## Instructions for the task
From the listing below, copy every line with the word "drawer".

BEGIN Material to process

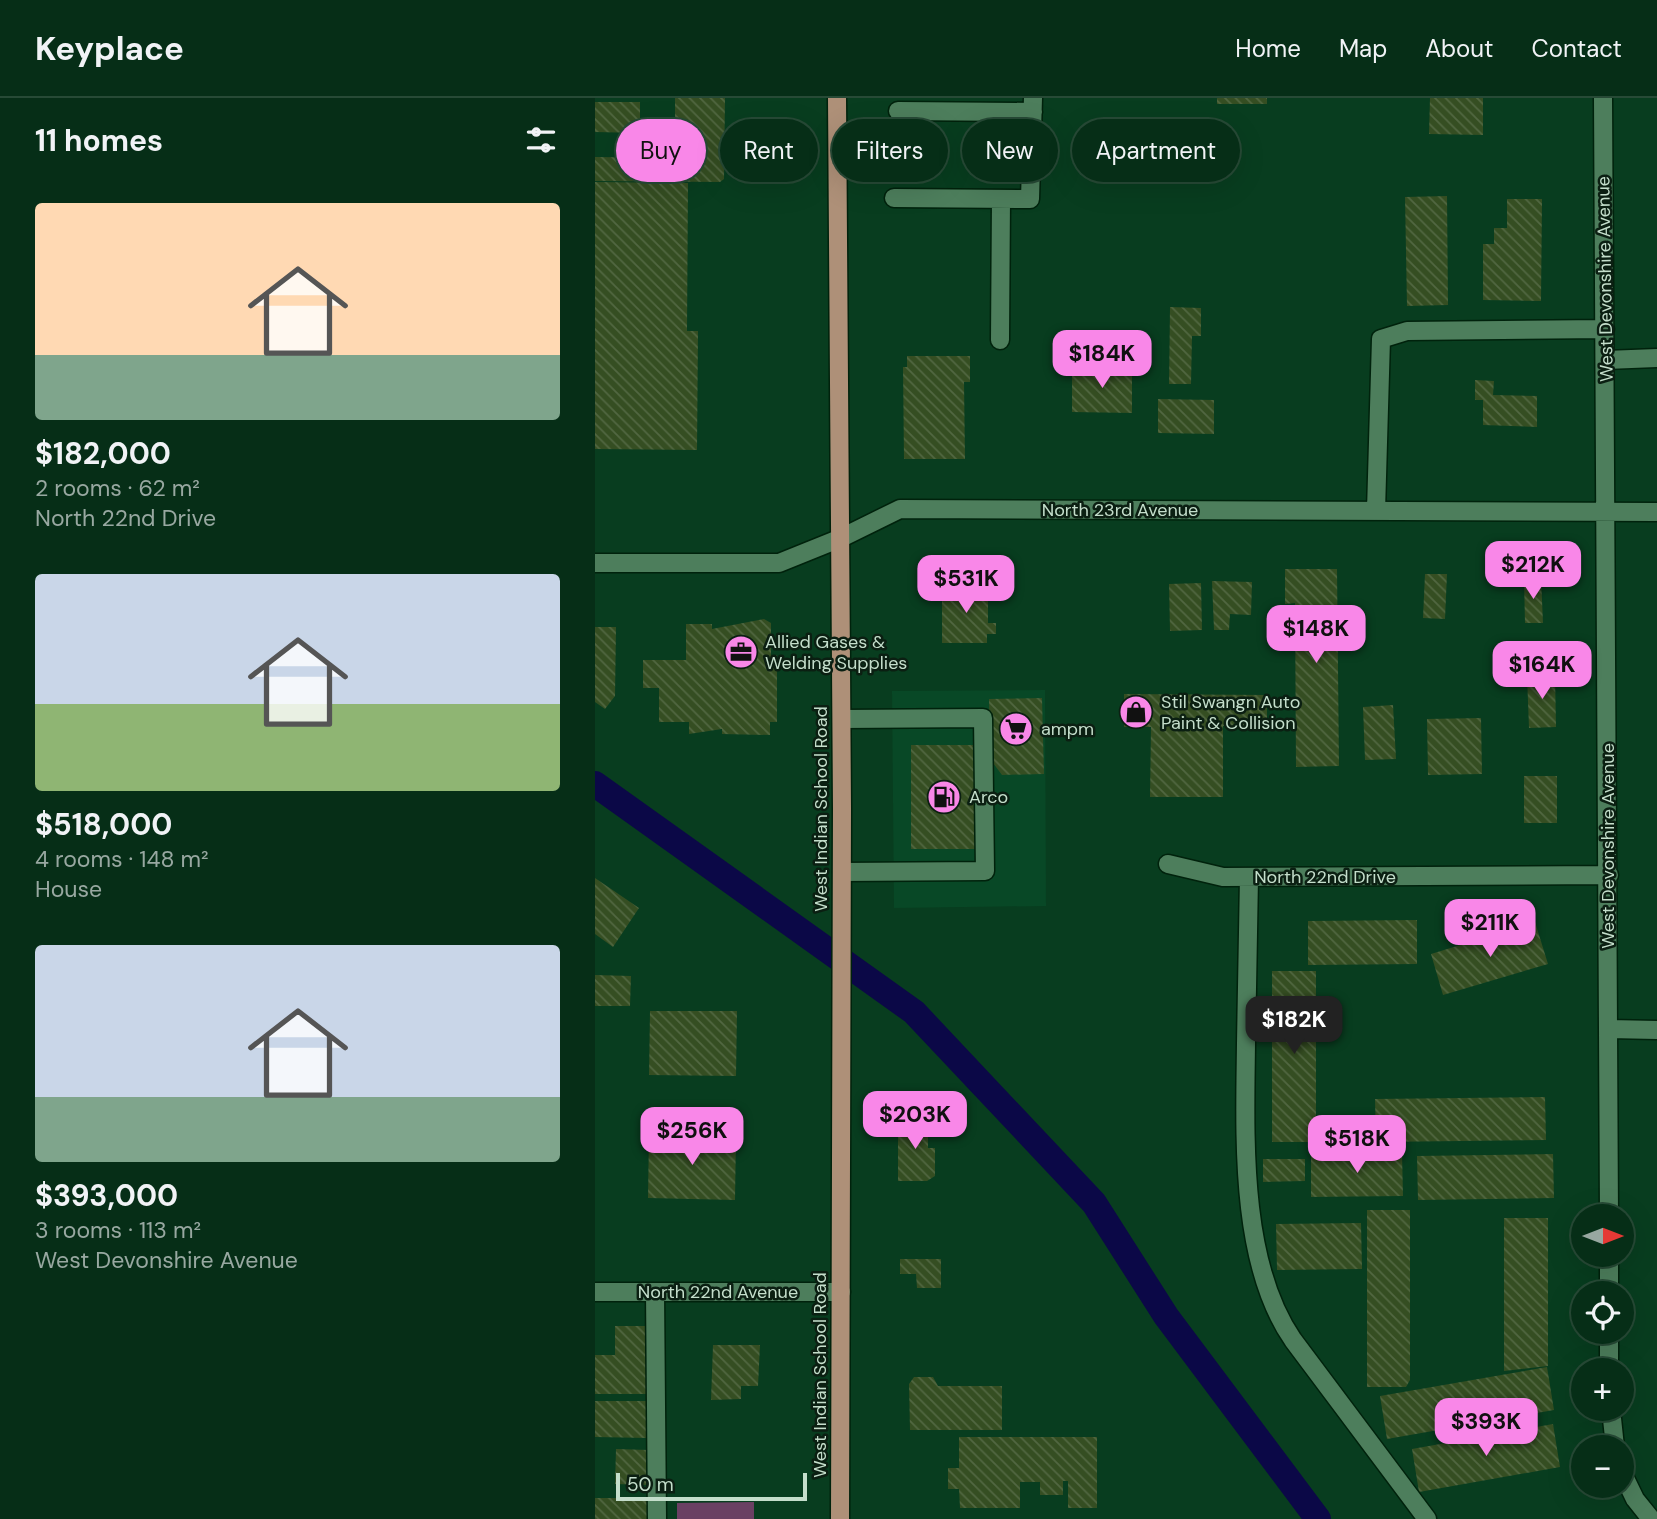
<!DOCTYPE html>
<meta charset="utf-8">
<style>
:root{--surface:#062e17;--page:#0f3620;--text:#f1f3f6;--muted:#98a8a1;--line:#274a36;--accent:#f987e8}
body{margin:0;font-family:"DM Sans",sans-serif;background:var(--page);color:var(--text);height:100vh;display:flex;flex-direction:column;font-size:26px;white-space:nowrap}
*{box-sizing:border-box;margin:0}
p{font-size:23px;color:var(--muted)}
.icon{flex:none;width:38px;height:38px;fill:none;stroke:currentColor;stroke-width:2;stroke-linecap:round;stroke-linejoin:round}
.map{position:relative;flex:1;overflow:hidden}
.drawer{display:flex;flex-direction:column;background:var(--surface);width:595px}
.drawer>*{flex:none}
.banner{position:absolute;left:21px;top:21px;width:665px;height:63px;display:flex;gap:14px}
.needle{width:46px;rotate:90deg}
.buttons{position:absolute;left:976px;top:1106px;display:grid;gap:14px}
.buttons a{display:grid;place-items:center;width:63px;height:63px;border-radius:50%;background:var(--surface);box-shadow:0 7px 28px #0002,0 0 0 2px var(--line);font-size:35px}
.scale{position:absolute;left:21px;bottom:18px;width:191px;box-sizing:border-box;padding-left:7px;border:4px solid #c4decb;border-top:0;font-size:19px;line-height:24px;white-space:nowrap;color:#c4decb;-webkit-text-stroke:5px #0b1f12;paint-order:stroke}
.price{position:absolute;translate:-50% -60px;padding:0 16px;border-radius:14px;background:var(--accent);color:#111;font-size:23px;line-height:46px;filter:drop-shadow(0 2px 4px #0008)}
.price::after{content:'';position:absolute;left:50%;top:42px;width:21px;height:16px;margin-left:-10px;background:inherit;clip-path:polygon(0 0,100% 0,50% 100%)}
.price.current{background:#222;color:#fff}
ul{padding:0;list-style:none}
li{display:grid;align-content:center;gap:14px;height:371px;padding:0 35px}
li span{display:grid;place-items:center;height:217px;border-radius:7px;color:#555}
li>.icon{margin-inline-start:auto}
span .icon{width:126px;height:126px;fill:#fffc;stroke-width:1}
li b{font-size:30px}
h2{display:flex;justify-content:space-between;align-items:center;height:84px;padding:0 35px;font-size:30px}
.pill{padding:0 24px;border-radius:32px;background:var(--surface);box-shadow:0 7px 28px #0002,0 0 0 2px var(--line);font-size:24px;line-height:63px}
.pill.current{background:var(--accent);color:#111}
header{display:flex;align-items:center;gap:42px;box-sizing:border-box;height:98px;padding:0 35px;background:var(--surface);border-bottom:2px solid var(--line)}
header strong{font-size:33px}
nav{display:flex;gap:38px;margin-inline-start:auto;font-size:24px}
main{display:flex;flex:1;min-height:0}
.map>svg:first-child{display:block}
.built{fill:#084826}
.green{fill:#6a4063}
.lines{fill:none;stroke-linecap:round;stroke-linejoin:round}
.canal{stroke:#0b0847;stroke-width:26}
.building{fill:url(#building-back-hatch)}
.minor-casing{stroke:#00220c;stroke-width:21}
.major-casing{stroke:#00220c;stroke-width:21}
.minor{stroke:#4d7e5c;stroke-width:18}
.major{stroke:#ae9078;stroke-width:18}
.labels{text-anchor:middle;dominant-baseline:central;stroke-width:5;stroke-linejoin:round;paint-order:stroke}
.street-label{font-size:18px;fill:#c4decb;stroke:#0b1f12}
.poi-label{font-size:18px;fill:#c4decb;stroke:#0b1f12;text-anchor:start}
</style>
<header>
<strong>Keyplace</strong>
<nav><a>Home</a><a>Map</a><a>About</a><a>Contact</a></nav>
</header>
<main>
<section class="drawer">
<h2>11 homes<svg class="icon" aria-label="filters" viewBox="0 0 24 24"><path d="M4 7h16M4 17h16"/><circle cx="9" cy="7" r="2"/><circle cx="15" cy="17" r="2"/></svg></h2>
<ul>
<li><span style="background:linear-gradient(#ffd9b3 70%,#7fa58c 0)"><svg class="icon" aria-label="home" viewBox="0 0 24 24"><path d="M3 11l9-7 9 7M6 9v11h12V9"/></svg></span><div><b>$182,000</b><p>2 rooms · 62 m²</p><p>North 22nd Drive</p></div></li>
<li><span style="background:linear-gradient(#c9d6e8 60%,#8fb573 0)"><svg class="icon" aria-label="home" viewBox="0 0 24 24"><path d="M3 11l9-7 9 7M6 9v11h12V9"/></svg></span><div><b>$518,000</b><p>4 rooms · 148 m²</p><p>House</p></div></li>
<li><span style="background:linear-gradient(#c9d6e8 70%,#7fa58c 0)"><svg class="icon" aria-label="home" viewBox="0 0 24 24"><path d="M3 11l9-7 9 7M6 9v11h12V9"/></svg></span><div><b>$393,000</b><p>3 rooms · 113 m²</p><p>West Devonshire Avenue</p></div></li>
</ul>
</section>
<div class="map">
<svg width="1062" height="1421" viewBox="0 0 1062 1421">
<defs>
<pattern id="building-back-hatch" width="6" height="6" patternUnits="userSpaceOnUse" patternTransform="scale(1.75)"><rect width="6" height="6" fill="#354e22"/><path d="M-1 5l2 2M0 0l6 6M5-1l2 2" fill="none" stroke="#516741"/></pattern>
</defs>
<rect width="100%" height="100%" fill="#083d1f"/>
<path class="built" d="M450,592L451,808L299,810L297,593Z"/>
<path class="green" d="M159,1404V1421H82V1405Z"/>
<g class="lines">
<path class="canal" d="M0,686L319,914L499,1105L571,1218L723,1421"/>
</g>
<path class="building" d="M80,0H130L129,81L125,84L0,83V59L80,60Z
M622,0H672V6H622Z
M835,0H888V37L834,36Z
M0,4H45V35L0,34Z
M0,84L93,85L92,233H103L102,352L0,351Z
M852,98L853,207L812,208L810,99Z
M912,101H947L946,203L888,202V146H899V130H912Z
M575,209L606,210V238H597L596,286H574Z
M312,258H375V284H369L370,361H309L308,269H312Z
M477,270L537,271V315L477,314Z
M880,282L899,283L898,297L942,298V329L888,327V302H880Z
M563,301L619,302V336L563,335Z
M690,471H742L744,668L701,669L700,505L690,506Z
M830,476H852L850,521L828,520Z
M946,480L948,525H930L929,481Z
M617,483L657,484L656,517L635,516L634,532H619Z
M606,485L607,532L575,533L574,486Z
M347,488H393V525H401V536H392V545H347Z
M169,521L176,525V557H182V624H175V637L127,636V631L94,636V624H64V590H48V562H91V526H117V531Z
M0,529H21L20,598L10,611L0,604Z
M960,576L961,629L934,630L932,577Z
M529,596L672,597V629L628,628V699H555L556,629H529Z
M447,600L449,676L407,677L395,661L394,601Z
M798,607L801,661L770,662L768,609Z
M886,620L887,676L833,677L832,621Z
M316,647H381L382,751H316Z
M929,678H962V725H929Z
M0,780L44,810L18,849L0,836Z
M822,822V866L713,867V823Z
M940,824L953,866L848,897L836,856Z
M677,873H721V1044H677Z
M0,877L36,878L35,908H0Z
M55,913H142L141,978L54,977Z
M950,999L951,1042L781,1044L780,1001Z
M303,1019H324L333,1027V1050H340V1078L332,1083H303Z
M54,1036L141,1037L140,1102L53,1100Z
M807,1055L808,1098L716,1099V1056Z
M958,1056L959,1100L823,1102L822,1058Z
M668,1061H710V1083L668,1084Z
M772,1112H815V1282L811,1289H772Z
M909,1120H953V1268L909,1273Z
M766,1125L767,1171L682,1172L681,1126Z
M305,1161H346V1190H322L321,1176H305Z
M20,1228H54V1296H0V1257H20Z
M118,1247H165L163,1288H146V1301L116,1302Z
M952,1269L959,1312L792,1341L785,1298Z
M319,1279H338L343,1288H407V1332H315L314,1286Z
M0,1303H52V1340L0,1339Z
M958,1326L965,1369L824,1394L817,1351Z
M364,1339H502V1410H473V1383H468V1397H445V1384H425V1410H365L364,1391H353V1370H364Z
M21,1351L54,1352L53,1387L20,1386Z
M0,1400H54V1421H0Z"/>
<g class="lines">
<defs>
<path id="minor" d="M1008,0L1014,1118
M303,13L438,14
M299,100L435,101L438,0
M405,242L406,101
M1011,262L1062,260
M781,413L786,241L812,233L1010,231
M0,465H184L246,440L305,411L1062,414
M247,621L388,620L390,773L247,774
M573,766L628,779L1014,777
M654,779C653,835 652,890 651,945C650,1037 644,1164 698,1242L832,1421
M1014,931L1062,932
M1014,1157V1195
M0,1194H246
M60,1194L62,1421
M1014,1234V1272
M1016,1311L1020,1349
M1027,1374L1040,1401L1056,1421"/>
<path id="major" d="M242,0L247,710L245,1421"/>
</defs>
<use href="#minor" class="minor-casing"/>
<use href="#major" class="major-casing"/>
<use href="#minor" class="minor"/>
<use href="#major" class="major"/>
</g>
<defs>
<symbol id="office-disc" viewBox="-11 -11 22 22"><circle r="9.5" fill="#f987e8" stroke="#0b1f12"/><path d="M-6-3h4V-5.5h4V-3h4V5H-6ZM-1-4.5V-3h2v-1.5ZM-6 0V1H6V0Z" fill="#111"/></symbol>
<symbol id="shop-disc" viewBox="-11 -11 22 22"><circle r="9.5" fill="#f987e8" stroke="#0b1f12"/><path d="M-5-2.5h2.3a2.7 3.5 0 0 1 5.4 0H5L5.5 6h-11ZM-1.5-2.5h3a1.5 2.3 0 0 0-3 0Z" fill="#111"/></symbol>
<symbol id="supermarket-disc" viewBox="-11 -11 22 22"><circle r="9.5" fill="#f987e8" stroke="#0b1f12"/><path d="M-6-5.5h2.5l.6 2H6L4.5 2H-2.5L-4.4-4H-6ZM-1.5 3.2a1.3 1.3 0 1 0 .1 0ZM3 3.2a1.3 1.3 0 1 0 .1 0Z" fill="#111"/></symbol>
<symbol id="fuel-disc" viewBox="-11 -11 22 22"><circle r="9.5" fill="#f987e8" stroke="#0b1f12"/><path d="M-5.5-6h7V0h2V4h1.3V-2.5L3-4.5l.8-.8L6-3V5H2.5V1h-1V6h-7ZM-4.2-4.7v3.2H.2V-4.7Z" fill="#111"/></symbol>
</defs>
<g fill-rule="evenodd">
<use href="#office-disc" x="127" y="535" width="38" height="38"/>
<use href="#shop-disc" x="522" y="595" width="38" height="38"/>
<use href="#supermarket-disc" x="402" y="612" width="38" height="38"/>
<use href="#fuel-disc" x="330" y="680" width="38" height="38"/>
</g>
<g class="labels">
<g class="street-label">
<text transform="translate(1010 181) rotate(-91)">West Devonshire Avenue</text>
<text x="525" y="412">North 23rd Avenue</text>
<text transform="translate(226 711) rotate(-90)">West Indian School Road</text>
<text transform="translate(1013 748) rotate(-90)">West Devonshire Avenue</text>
<text x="730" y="779">North 22nd Drive</text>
<text x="123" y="1194">North 22nd Avenue</text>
<text transform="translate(225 1277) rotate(-90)">West Indian School Road</text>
</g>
<g class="poi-label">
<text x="170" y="544">Allied Gases &amp;<tspan x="170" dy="21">Welding Supplies</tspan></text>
<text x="566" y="604">Stil Swangn Auto<tspan x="566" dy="21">Paint &amp; Collision</tspan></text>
<text x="446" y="631">ampm</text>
<text x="374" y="699">Arco</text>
</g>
</g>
</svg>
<div class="buttons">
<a><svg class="needle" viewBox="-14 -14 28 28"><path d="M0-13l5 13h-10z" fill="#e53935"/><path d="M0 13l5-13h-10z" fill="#98a8a1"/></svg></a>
<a><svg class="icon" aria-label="locate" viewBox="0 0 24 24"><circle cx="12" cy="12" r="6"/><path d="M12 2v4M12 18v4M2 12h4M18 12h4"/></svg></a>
<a>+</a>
<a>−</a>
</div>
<div class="scale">50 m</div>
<b class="price" style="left:507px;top:292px">$184K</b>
<b class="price" style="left:938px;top:503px">$212K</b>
<b class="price" style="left:371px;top:517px">$531K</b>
<b class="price" style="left:721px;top:567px">$148K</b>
<b class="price" style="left:947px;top:603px">$164K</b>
<b class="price" style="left:895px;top:861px">$211K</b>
<b class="price current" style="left:699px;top:958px">$182K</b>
<b class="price" style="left:320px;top:1053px">$203K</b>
<b class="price" style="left:97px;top:1069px">$256K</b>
<b class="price" style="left:762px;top:1077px">$518K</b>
<b class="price" style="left:891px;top:1360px">$393K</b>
<div class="banner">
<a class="pill current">Buy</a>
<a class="pill">Rent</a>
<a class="pill">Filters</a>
<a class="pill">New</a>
<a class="pill">Apartment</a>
</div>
</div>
</main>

END Material to process

## Answer to this problem
.drawer{display:flex;flex-direction:column;background:var(--surface);width:595px}
.drawer>*{flex:none}
<section class="drawer">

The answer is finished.